AWS Athena : How to execute queries in parallel? and How to control the flow of the code till their completion? using Boto3 SDKs

8 min readMay 18, 2020

Introduction to Athena

AWS Athena can be used to analyze data in Amazon S3 using standard SQL queries. This makes it a powerful service as it reduces the overhead to create schema and load data into the schema. You can import all the data into Amazon S3 and just create a catalog over the files using AWS Glue or normal Athena CREATE EXTERNAL TABLE query and then use Athena queries to extract/analyse data from S3

Athena queries can be fired from AWS Athena Console or by using the Boto3 Python SDKs. In this blog we are going to focus on accessing Athena programmatically using Boto3 Python SDKs.

What was the Challenge?

A major challenge which I faced while using the Boto3 client library, is while submitting the list of queries to Athena which had dependency with each other. The reason for this is, when we submit a query to Athena using an API call, the query is initiated and in return we receive a query execution id for the query. Thus it becomes difficult to control the flow of the code till the query is completed successfully.

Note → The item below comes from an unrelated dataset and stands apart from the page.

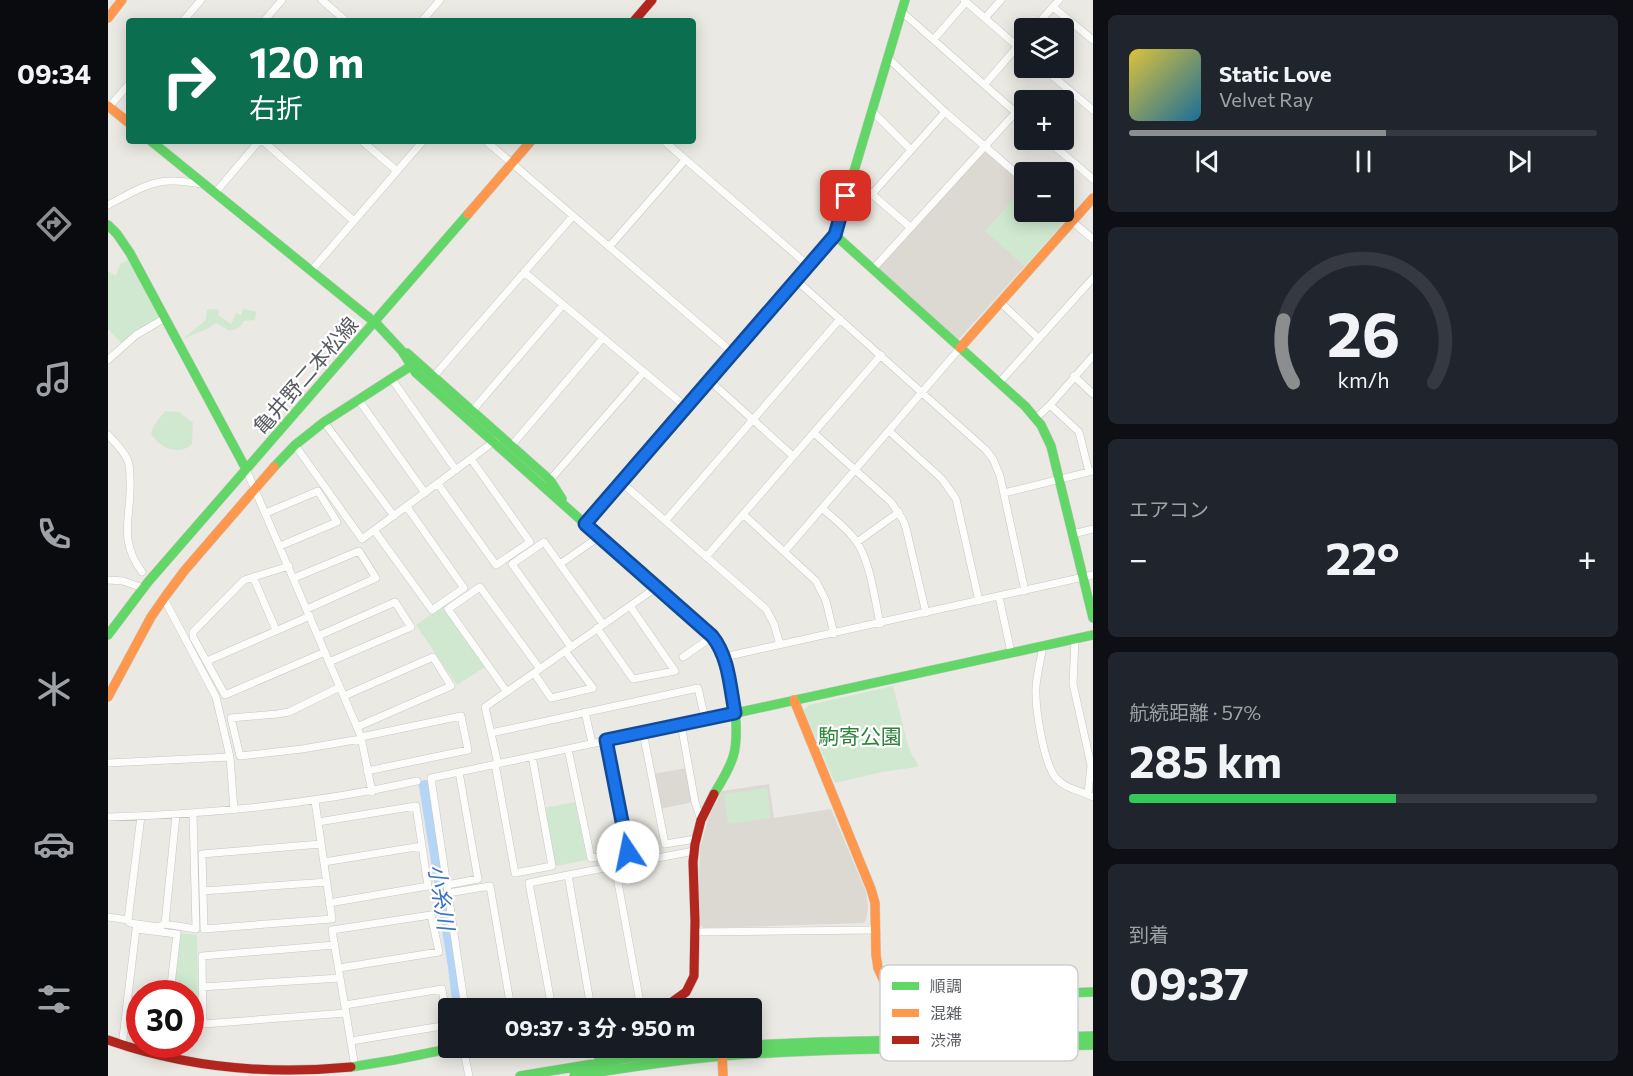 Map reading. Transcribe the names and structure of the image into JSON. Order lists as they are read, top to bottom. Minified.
{"streets":{"street":["亀井野二本松線"]},"water":["小糸川"],"parks":["駒寄公園"],"legend":["順調","混雑","渋滞"],"page":{"tabs":"09:34","map_buttons":["+","−"],"turn":["120 m","右折"],"song":["Static Love","Velvet Ray"],"tile":["エアコン",["航続距離 · 57%","285 km"],["到着","09:37"]],"heat":["−","22°","+"],"limit":"30","trip":"09:37 · 3 分 · 950 m","gauge":["26","km/h"]}}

Let’s see how to control this with the implementation of the code

A key take away from this would be, how to control the flow of the code in a way, where the queries which are independent are executed in parallel and then the dependent queries are executed after successful execution of the above set of queries

Requirements

An EC2 instance(Amazon Linux 2 AMI 2.0.20200406.0 x86_64) within a default public subnet (OR within a private subnet, along with the Internet Gateway, NAT Gateway and Bastion Host configured)
An IAM Role created which has Athena and S3 access policies defined and attached to the EC2 instance created above
Python 2.7+ setup on the instance along with the Boto3 package installed using pip command

Note: The above requirement for EC2 and IAM roles is necessary if you are planning to access Athena from an EC2 instance. Alternatively, you can also access Athena from your local machine by setting up AWS-CLI and by configuring Access Key Id and Secret Access Key which have appropriate permissions to S3 and Athena

The entire code is split into two major functions. First function (run_query) is to execute the queries in parallel and the second function (check_query_status) is to wait till all the queries are completed. Using these two functions the control of the code can be configured

Note: You can get the entire list of functions from the Boto3 Documentation for Athena over here

1st Function — Submitting Queries

This function accepts a list of queries and executes them on Athena using Boto3 SDKs. The function returns the responses back to the caller function

Define the global variables in the code

Required Parameters : region_name, s3_output_path
Optional Parameters : work_group, database

Note: For every API call to Athena, region name and the S3 output path are required parameters, you can refer to the Boto3 documentation mentioned above to get a complete list of arguments.

import boto3 
import time
import copy'''These parameters are required - Define the Region for the Athena Database and the s3 path for the query outputs'''
region_name='us-east-1'
s3_output_path='<s3-bucket-path>''''These parameters are optional - Define the Athena Workgroup to execute the queries and the Athena Database '''
work_group='primary'
database='<database-name>''''The function run_query requires 3 parameters and 2 optional parameters(work_group and database)'''
def run_query(query, s3_output_path, region_name, *args, **kwargs):
    query_list=[]
    response_list=[]
    if(type(query) is list):
        query_list=query
    else:
        query_list.append(query)
    work_group = kwargs.get('work_group', None)
    database = kwargs.get('database', None)
    OutputLocation={}
    OutputLocation['OutputLocation'] = s3_output_path
    client = boto3.client('athena', region_name=region_name)
    for single_query in query_list:
        if ((work_group == None) and (database == None)):
            response = client.start_query_execution( 
                    QueryString=single_query, 
                    ResultConfiguration=OutputLocation
                    ) 
        if ((work_group == None) and (database != None)):
            DatabaseName={}
            DatabaseName['Database'] = database
            response = client.start_query_execution( 
                    QueryString=single_query, 
                    ResultConfiguration=OutputLocation,
                    QueryExecutionContext=DatabaseName  
                    ) 
        if ((work_group != None) and (database == None)):
            response = client.start_query_execution( 
                    QueryString=single_query, 
                    ResultConfiguration=OutputLocation,
                    WorkGroup=work_group
                    ) 
        if ((work_group != None) and (database != None)):
            DatabaseName={}
            DatabaseName['Database'] = database
            response = client.start_query_execution( 
                    QueryString=single_query, 
                    ResultConfiguration=OutputLocation,
                    WorkGroup=work_group,
                    QueryExecutionContext=DatabaseName  
                    )
        print('\nExecution ID: ' + response['QueryExecutionId'])
        response_list.append(response)
    return response_list
'''Define the Array of the queries which are to be executed Parallel '''
query_list=['<Query1>', '<Query2>', '<Query3>', '<Query4>', '<Query5>']'''Call the Function defined above and pass the List of Queries to executed along with the required parameters '''
response_list = run_query(query_list, s3_output_path, region_name, database=database)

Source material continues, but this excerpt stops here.